TASK DESCRIPTION:
After locating the line that contains "M9 184 13 188" in the records below, write out exactly that line and each line after it through the one that contains "M140 723C141 729 147 740 152 743", and nothing else.

┏━━

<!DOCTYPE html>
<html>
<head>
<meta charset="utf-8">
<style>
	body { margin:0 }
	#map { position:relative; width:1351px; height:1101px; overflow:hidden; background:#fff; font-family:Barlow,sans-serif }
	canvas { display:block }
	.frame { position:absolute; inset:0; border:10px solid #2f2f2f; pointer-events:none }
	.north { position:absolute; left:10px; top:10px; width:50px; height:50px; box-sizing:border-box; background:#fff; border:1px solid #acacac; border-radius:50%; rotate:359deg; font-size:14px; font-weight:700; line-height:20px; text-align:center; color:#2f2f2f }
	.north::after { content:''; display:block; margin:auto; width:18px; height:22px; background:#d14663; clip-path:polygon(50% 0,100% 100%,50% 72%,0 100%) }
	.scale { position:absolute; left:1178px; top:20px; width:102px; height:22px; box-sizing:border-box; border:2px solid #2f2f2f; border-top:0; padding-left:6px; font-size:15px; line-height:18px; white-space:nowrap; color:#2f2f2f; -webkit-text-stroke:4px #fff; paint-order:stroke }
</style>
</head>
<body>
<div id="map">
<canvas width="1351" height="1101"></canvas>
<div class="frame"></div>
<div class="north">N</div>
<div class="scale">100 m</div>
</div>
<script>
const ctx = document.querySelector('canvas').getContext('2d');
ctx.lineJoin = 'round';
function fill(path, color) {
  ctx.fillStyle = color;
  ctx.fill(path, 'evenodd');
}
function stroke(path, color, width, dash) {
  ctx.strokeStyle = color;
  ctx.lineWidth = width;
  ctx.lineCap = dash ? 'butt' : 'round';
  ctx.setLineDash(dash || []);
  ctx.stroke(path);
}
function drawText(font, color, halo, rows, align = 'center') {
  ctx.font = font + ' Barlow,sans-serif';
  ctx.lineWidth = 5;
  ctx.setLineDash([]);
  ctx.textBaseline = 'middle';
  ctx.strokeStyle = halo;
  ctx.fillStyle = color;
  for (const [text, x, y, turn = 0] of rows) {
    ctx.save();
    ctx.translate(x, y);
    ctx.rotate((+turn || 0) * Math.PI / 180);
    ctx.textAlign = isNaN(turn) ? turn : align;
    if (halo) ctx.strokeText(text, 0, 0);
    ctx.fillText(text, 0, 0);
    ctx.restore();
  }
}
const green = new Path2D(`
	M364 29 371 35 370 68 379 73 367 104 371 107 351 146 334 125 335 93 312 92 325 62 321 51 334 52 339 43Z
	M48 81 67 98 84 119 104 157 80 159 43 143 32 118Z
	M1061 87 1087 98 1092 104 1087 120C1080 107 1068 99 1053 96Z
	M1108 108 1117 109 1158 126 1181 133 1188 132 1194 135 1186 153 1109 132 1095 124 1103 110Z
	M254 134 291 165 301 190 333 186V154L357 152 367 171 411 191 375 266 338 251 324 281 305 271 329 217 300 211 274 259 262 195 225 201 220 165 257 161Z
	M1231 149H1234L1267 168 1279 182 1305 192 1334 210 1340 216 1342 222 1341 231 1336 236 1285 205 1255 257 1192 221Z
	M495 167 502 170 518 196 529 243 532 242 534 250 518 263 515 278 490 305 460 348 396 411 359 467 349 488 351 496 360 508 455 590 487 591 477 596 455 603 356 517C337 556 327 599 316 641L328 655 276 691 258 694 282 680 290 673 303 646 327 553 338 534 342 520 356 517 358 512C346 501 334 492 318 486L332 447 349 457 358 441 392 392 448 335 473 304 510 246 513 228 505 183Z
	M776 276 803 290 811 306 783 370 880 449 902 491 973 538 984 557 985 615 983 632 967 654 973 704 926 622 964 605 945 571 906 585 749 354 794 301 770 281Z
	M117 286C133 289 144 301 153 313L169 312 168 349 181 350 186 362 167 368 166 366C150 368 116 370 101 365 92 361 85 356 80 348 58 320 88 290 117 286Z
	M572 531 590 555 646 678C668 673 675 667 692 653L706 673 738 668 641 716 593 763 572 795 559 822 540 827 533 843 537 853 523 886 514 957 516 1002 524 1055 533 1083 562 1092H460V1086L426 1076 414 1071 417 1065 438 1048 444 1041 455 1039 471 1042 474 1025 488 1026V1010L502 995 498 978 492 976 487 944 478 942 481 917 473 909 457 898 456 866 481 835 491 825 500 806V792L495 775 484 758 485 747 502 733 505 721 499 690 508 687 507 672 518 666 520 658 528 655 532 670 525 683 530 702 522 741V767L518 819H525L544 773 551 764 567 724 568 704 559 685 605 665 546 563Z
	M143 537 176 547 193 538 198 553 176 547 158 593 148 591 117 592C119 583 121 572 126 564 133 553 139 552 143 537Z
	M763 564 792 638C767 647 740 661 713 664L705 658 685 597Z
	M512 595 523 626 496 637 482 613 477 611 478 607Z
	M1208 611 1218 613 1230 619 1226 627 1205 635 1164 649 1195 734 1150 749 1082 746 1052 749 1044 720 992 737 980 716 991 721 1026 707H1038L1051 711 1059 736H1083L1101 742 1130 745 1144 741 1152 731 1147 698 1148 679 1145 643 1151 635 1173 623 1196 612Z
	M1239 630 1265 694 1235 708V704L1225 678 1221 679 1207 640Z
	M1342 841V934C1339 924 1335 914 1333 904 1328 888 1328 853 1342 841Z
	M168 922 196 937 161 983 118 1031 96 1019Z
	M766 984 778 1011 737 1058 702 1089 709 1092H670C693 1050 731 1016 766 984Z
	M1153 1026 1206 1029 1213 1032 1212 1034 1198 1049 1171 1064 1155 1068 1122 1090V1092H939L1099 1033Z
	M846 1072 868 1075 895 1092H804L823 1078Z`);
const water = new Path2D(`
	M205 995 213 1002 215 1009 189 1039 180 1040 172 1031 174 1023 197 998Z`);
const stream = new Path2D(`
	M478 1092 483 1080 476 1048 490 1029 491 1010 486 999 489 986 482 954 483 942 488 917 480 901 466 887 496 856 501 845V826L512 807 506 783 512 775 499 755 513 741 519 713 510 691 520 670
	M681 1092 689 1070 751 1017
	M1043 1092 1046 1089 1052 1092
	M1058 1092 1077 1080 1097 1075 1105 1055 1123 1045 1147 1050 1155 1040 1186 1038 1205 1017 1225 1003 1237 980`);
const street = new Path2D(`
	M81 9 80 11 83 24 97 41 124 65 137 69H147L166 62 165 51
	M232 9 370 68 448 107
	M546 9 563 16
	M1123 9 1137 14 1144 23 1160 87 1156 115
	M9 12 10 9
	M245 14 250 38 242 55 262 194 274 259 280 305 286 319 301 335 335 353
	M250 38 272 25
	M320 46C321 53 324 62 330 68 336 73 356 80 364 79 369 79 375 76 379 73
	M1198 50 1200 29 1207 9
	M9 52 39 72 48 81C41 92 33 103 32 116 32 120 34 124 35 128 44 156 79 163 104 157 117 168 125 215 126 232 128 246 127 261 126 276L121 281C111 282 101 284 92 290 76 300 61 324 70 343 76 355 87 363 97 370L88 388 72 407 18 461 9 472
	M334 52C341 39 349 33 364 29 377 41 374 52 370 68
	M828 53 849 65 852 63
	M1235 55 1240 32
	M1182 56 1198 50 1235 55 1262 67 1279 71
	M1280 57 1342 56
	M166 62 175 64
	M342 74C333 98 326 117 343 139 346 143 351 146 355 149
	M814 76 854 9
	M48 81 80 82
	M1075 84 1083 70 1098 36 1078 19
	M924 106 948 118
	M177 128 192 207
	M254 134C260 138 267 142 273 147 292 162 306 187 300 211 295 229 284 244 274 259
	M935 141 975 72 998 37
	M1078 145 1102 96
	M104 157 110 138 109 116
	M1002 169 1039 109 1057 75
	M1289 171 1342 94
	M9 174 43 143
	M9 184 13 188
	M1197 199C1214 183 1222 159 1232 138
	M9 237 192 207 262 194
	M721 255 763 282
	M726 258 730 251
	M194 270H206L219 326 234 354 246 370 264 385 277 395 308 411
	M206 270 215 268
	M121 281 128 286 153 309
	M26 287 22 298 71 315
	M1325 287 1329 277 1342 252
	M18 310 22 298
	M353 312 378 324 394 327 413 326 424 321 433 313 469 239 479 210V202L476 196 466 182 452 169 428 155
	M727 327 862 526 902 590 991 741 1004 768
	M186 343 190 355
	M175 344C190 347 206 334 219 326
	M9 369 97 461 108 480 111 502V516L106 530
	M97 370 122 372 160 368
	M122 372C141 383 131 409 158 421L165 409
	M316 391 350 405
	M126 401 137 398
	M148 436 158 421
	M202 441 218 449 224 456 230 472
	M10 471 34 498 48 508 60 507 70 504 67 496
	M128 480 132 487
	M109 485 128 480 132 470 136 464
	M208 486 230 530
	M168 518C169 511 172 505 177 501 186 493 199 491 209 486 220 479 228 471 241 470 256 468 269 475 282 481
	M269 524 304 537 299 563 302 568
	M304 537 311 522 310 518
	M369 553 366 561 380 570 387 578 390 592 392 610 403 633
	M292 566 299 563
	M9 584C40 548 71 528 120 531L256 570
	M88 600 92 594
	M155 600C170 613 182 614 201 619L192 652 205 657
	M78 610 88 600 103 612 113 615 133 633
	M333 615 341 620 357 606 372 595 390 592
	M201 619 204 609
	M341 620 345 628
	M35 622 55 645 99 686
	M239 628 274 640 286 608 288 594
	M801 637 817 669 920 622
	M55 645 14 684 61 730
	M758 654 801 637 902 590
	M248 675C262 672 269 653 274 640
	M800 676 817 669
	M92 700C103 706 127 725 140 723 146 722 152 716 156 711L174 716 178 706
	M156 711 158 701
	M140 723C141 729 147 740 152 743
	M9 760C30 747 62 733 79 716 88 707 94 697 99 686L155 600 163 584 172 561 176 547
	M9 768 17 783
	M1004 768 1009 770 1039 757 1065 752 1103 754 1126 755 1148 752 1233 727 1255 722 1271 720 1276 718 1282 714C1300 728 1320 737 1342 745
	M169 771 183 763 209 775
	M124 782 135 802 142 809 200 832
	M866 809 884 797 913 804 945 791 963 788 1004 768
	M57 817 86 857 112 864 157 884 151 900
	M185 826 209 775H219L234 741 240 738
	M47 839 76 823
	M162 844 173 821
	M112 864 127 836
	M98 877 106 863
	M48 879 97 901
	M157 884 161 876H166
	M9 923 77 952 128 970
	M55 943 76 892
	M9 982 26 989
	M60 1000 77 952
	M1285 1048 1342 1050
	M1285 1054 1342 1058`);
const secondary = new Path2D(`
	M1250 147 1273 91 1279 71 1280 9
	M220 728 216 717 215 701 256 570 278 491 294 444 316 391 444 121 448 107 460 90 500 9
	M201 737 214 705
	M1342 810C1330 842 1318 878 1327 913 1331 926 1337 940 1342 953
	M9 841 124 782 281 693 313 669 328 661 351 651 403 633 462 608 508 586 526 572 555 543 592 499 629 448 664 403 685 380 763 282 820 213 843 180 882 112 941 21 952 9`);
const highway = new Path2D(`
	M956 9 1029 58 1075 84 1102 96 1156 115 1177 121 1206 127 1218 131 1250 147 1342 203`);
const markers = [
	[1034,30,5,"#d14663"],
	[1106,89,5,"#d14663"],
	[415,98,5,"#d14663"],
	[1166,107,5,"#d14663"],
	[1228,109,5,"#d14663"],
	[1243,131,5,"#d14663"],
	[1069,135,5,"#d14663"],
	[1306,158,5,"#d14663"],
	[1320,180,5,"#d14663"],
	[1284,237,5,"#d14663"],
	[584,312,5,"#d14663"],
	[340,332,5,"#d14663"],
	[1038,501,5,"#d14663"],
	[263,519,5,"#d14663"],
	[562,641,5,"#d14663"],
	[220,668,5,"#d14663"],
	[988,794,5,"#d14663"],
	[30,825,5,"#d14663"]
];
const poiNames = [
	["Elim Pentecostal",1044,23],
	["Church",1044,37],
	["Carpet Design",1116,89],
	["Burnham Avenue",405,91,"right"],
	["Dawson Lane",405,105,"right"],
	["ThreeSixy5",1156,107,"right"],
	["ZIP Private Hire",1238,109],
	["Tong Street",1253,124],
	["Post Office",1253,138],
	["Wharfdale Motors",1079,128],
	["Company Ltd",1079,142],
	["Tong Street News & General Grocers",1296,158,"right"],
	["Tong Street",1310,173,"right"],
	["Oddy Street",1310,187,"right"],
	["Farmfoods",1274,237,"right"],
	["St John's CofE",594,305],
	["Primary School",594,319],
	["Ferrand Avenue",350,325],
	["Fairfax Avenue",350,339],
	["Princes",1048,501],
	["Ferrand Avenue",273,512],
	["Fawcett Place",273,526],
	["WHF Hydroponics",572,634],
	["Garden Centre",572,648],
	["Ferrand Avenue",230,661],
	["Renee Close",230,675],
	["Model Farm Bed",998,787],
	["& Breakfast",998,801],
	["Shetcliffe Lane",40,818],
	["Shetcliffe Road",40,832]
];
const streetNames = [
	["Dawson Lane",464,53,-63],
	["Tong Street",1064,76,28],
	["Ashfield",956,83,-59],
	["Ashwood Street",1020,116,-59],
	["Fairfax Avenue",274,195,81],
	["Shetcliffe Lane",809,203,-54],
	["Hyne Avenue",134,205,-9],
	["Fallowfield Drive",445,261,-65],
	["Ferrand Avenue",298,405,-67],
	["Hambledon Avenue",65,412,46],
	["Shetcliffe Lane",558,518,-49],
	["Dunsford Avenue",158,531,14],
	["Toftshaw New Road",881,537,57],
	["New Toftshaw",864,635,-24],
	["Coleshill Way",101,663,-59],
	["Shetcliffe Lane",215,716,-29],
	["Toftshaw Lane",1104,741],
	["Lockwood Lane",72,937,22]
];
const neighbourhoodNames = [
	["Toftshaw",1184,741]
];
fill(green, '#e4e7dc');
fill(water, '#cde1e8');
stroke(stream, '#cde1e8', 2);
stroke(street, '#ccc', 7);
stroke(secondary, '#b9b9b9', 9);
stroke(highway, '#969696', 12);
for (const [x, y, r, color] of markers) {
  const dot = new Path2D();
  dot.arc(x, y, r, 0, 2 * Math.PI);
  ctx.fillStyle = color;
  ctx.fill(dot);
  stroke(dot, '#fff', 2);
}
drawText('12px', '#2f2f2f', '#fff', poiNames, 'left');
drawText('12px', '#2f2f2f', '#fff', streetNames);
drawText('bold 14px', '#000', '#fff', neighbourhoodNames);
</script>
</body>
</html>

┗━━
┏━━

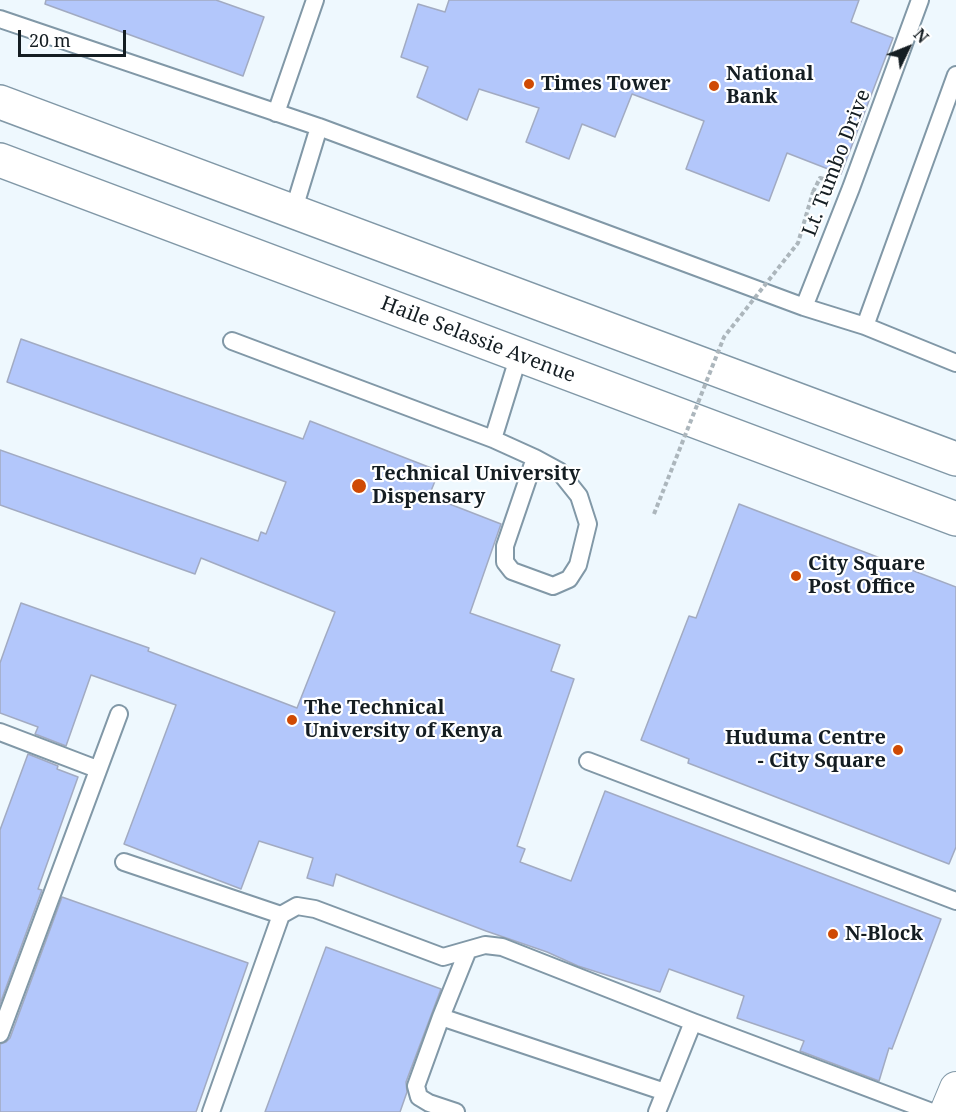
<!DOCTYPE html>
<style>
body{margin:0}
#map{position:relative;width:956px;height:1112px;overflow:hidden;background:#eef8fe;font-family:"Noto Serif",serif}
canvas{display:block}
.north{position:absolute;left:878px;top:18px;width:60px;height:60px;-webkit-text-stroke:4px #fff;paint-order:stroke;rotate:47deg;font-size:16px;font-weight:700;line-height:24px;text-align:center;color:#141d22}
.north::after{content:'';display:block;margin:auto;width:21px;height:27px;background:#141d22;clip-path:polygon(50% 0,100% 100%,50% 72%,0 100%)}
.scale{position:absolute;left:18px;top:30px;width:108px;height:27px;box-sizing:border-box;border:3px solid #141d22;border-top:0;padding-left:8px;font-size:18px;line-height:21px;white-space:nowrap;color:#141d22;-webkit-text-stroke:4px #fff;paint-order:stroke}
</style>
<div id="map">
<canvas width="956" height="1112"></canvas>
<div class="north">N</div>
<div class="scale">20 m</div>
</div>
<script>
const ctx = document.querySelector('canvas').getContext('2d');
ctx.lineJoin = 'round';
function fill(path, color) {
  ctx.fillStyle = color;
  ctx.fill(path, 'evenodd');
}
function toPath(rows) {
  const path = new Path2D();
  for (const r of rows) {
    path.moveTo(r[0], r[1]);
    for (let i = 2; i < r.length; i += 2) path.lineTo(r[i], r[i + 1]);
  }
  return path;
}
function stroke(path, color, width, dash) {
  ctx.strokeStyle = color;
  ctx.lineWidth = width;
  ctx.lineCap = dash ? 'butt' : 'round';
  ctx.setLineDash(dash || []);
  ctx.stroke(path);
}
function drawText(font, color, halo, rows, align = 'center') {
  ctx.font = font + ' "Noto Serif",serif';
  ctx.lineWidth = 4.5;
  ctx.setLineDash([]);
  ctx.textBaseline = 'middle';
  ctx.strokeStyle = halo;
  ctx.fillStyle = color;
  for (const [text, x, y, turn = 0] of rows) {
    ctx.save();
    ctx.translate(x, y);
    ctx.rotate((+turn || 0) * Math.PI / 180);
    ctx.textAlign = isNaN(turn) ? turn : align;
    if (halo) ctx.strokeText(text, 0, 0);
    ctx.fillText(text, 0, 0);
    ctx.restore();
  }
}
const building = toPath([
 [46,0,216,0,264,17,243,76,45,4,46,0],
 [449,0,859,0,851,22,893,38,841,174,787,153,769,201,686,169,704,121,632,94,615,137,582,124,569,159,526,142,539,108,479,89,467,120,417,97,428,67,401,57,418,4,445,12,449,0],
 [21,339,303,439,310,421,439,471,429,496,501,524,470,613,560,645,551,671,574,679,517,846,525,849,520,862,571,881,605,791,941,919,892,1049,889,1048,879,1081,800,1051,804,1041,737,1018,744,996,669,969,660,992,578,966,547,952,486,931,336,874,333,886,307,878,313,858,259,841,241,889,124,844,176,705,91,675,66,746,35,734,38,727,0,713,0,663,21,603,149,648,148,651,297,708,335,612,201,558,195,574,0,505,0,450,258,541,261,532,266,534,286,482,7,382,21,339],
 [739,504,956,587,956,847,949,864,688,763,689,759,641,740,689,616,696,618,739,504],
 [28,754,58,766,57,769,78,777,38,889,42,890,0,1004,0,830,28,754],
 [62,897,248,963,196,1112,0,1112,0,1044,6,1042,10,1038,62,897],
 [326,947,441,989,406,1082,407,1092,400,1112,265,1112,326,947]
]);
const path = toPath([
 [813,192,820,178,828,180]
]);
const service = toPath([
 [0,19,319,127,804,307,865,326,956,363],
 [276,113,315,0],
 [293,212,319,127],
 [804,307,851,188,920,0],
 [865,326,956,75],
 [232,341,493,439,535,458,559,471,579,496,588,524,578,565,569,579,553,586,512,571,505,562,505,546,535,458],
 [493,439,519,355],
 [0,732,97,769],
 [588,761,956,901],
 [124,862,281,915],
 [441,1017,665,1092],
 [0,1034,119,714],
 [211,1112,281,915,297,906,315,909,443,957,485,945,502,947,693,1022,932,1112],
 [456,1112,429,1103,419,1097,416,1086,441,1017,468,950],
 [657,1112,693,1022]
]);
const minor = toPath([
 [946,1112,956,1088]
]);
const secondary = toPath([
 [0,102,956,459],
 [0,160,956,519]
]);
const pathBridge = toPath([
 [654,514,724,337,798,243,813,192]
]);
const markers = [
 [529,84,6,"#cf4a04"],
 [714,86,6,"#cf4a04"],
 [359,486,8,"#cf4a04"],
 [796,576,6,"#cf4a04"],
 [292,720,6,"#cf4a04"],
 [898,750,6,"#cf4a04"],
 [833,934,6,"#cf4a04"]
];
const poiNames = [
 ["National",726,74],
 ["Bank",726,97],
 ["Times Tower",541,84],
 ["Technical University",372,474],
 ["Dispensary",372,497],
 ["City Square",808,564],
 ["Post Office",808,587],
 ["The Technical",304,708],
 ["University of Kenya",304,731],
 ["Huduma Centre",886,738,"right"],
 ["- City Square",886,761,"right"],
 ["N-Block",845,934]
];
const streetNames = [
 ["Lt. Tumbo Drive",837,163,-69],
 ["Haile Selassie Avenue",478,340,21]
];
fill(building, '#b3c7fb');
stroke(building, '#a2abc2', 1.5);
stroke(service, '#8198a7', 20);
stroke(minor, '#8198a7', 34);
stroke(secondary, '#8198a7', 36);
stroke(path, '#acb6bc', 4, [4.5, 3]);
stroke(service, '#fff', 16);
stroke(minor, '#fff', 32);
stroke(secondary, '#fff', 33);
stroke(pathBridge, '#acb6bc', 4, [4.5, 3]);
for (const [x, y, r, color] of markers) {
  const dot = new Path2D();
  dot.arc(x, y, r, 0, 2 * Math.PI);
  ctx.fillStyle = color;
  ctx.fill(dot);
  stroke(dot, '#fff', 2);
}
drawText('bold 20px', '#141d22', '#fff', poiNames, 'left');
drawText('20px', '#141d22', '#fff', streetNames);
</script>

┗━━

EXERCISE OUTPUT:
	M9 184 13 188
	M1197 199C1214 183 1222 159 1232 138
	M9 237 192 207 262 194
	M721 255 763 282
	M726 258 730 251
	M194 270H206L219 326 234 354 246 370 264 385 277 395 308 411
	M206 270 215 268
	M121 281 128 286 153 309
	M26 287 22 298 71 315
	M1325 287 1329 277 1342 252
	M18 310 22 298
	M353 312 378 324 394 327 413 326 424 321 433 313 469 239 479 210V202L476 196 466 182 452 169 428 155
	M727 327 862 526 902 590 991 741 1004 768
	M186 343 190 355
	M175 344C190 347 206 334 219 326
	M9 369 97 461 108 480 111 502V516L106 530
	M97 370 122 372 160 368
	M122 372C141 383 131 409 158 421L165 409
	M316 391 350 405
	M126 401 137 398
	M148 436 158 421
	M202 441 218 449 224 456 230 472
	M10 471 34 498 48 508 60 507 70 504 67 496
	M128 480 132 487
	M109 485 128 480 132 470 136 464
	M208 486 230 530
	M168 518C169 511 172 505 177 501 186 493 199 491 209 486 220 479 228 471 241 470 256 468 269 475 282 481
	M269 524 304 537 299 563 302 568
	M304 537 311 522 310 518
	M369 553 366 561 380 570 387 578 390 592 392 610 403 633
	M292 566 299 563
	M9 584C40 548 71 528 120 531L256 570
	M88 600 92 594
	M155 600C170 613 182 614 201 619L192 652 205 657
	M78 610 88 600 103 612 113 615 133 633
	M333 615 341 620 357 606 372 595 390 592
	M201 619 204 609
	M341 620 345 628
	M35 622 55 645 99 686
	M239 628 274 640 286 608 288 594
	M801 637 817 669 920 622
	M55 645 14 684 61 730
	M758 654 801 637 902 590
	M248 675C262 672 269 653 274 640
	M800 676 817 669
	M92 700C103 706 127 725 140 723 146 722 152 716 156 711L174 716 178 706
	M156 711 158 701
	M140 723C141 729 147 740 152 743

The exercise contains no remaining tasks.